Venditore di tovaglie antimacchia (abbr. VT): vicino di stand, esperienza mercati livello Van Damme, viscidezza livello Slimer
Venditrice di tovaglia antimacchia (abbr. VT, sì come il collega uomo, le battute sono intercambiabili): vicina di stand, parlantina livello Bergonzoni vs Vanna Marchi.
Passanti: umanità varia che cammina ininterrottamente per tutta la durata dello spettacolo in tutte le direzioni tra il pubblico e gli stand
VT: Gazebo doppio fortificato modello Palazzo dei Papi di Avignone
Ambientazione
Bologna, Giardini Margherita
Periodo storico
Tarda primavera del 2017
ATTO I° - Venerdì
Il sipario si apre con i due protagonisti E+M che allestiscono il loro gazebo comprato su Amazon due giorni prima. È arancione e fragile, ma alla fine dignitoso (scrivere recensione positiva su Amazon). Di fianco a loro si vede l’ala ovest del gazebo fortificato dei Venditori di Tovaglie, allestimento perfetto, mille tovaglie piegate sui tavoli che lo circondano, ponte levatoio e aria condizionata.

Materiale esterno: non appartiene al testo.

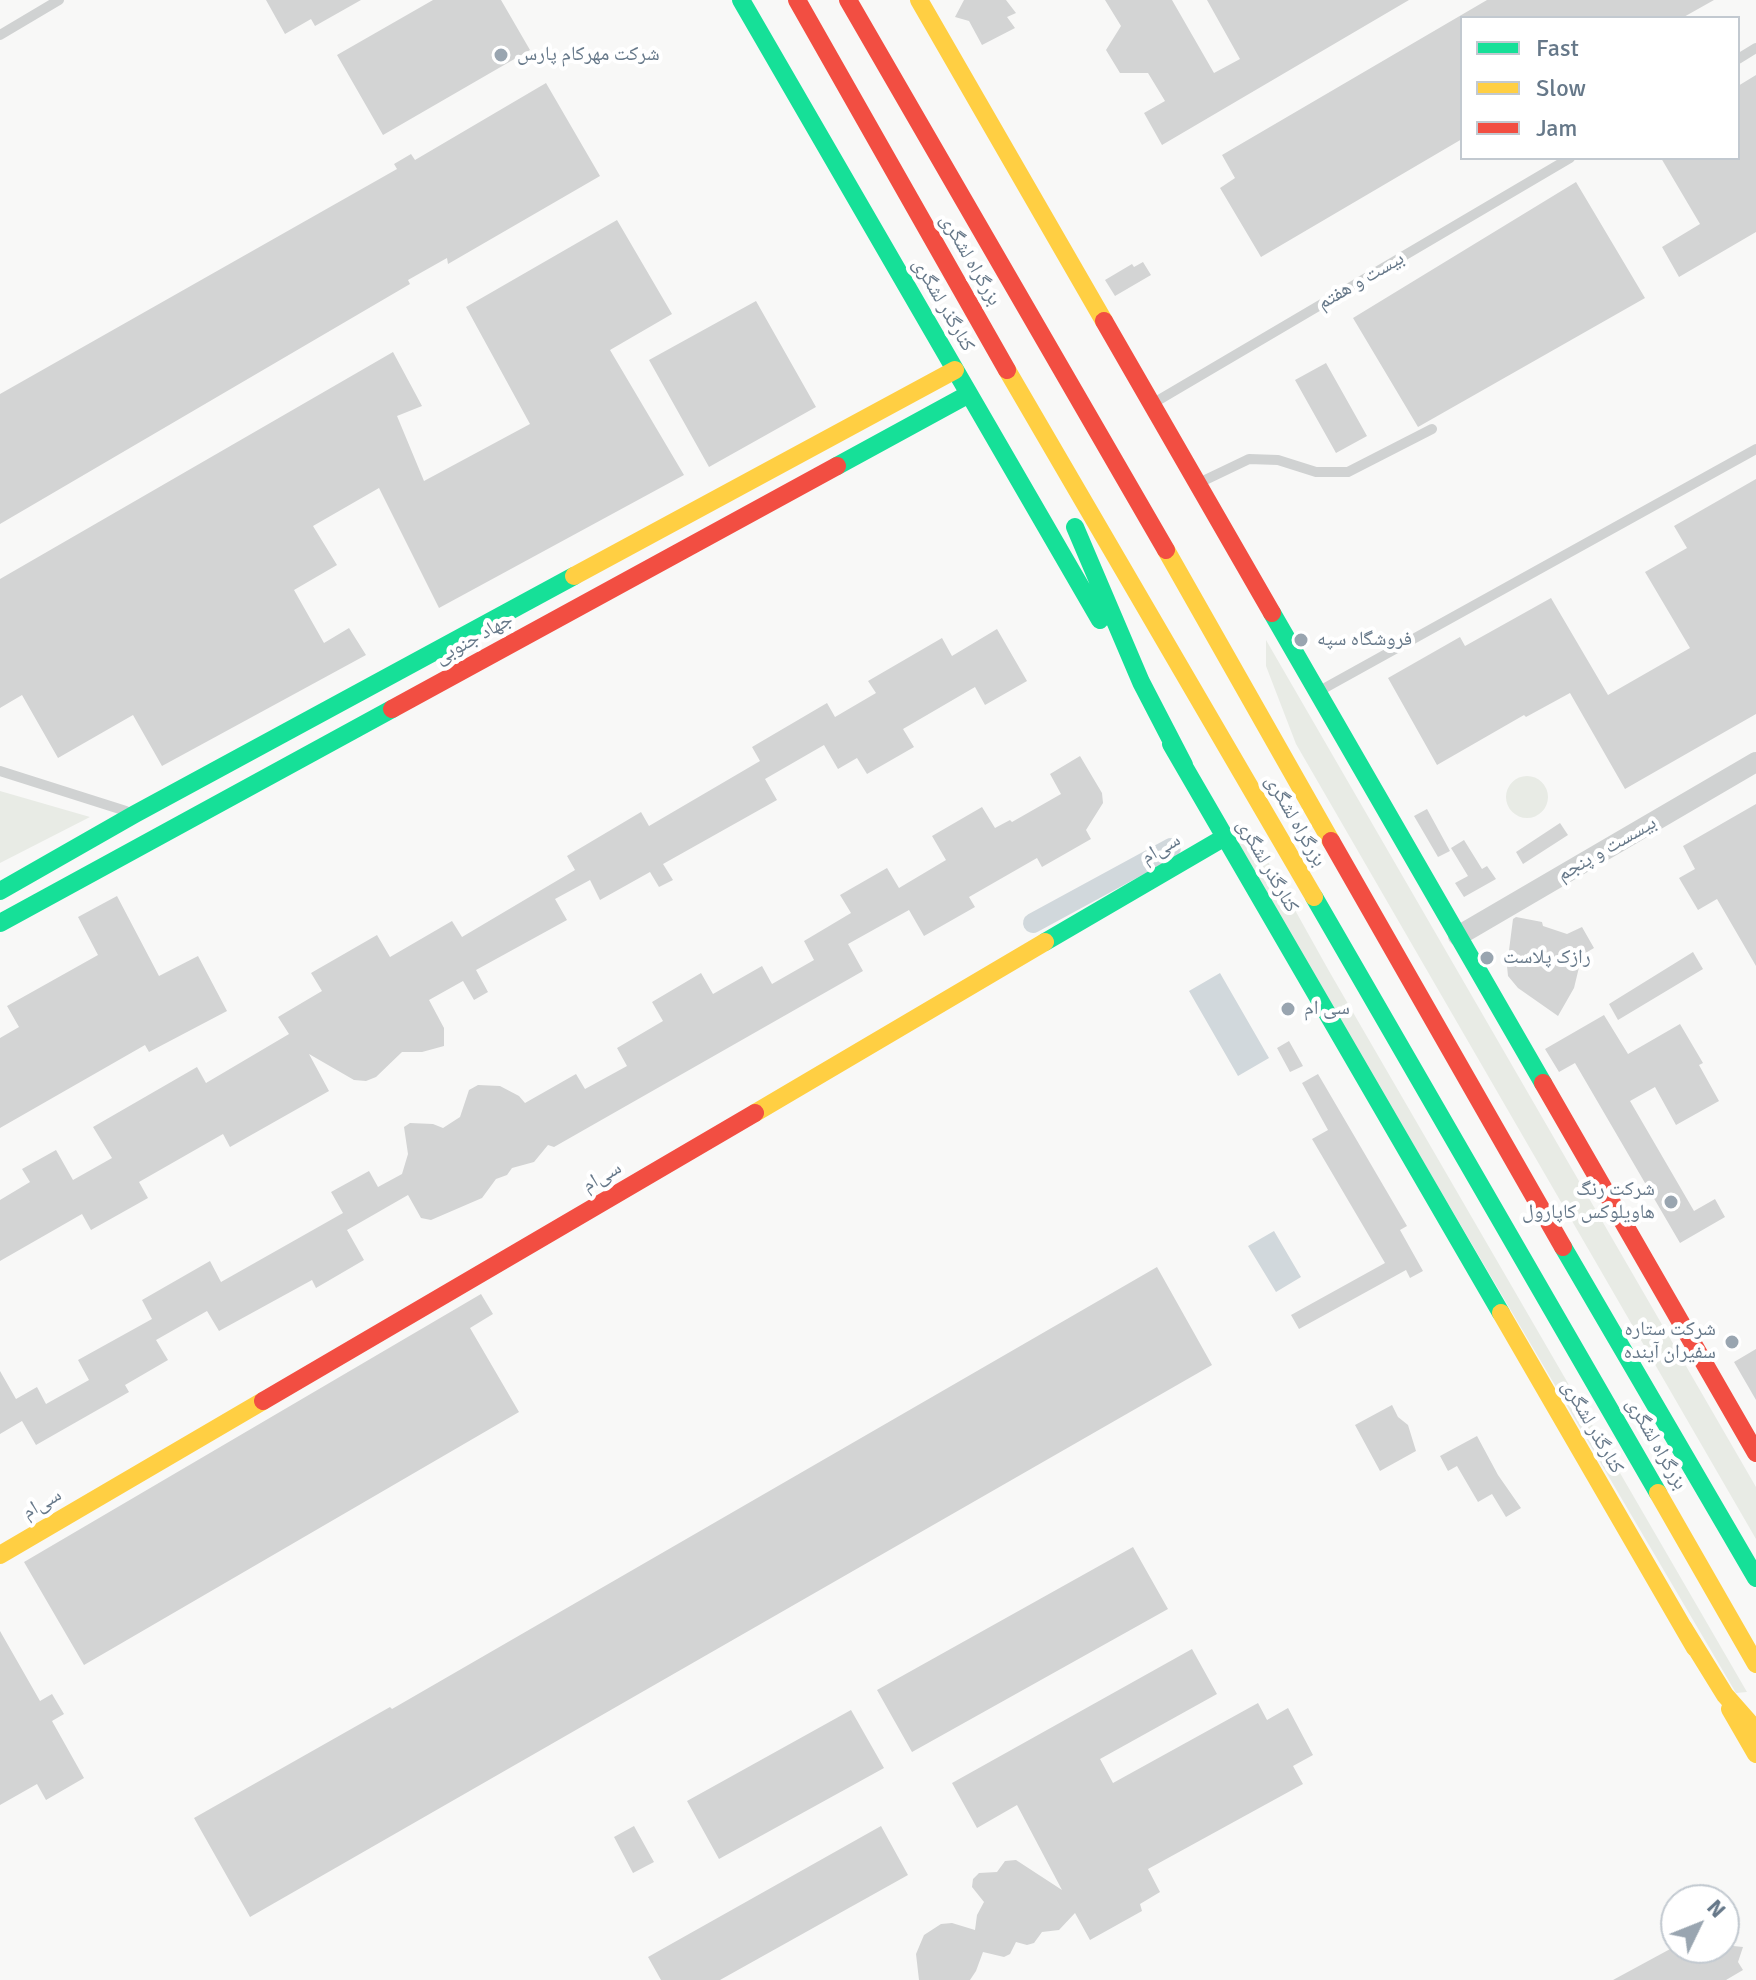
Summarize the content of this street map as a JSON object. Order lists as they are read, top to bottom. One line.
{"streets":{"main road":["بزرگراه لشگری","کنارگذر لشگری","جهاد جنوبی","سی‌ام"],"street":["بیسست و پنجم"],"lane":["بیست و هفتم"]},"crossings":[["کنارگذر لشگری","جهاد جنوبی"],["کنارگذر لشگری","سی‌ام"]],"places":["شرکت مهرکام پارس","فروشگاه سپه","رازک پلاست","سی ام","شرکت رنگ هاویلوکس کاپارول","شرکت ستاره سفیران آینده"],"legend":["Fast","Slow","Jam"],"north":"top right"}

E — Oggi hanno messo pioggia?
M — Sì forse due gocce nel tardo pomeriggio.
E — Ah, ok. Senti ma questi poster dove li appoggio, non vorrei che si rovinassero.
M — Prova a metterli lì dietro.
E — Sì mi sembr (si interrompe)
VT - BUONGIORNO SIGNORA HA PROVATO LA TOVAGLIA ANTIMACCHIA GUARDI OLIO CAFFÈ COCA COLA VEDE NON SI MACCHIA LA LAVA A QUARANTA GRADI E NON LA STIRA SIGNORA
E (rivolto ad un passante che si è fermato a guardare) — Sì ciao queste magliette le progetto io qui a Bologna, vedi questa è fatta in collaborazione con una illustratrice bravissima qui di Bologna che ha realizzato il pattern tropicale che vedi qui apposta per questa t-shirt.
Passante — (annuisce)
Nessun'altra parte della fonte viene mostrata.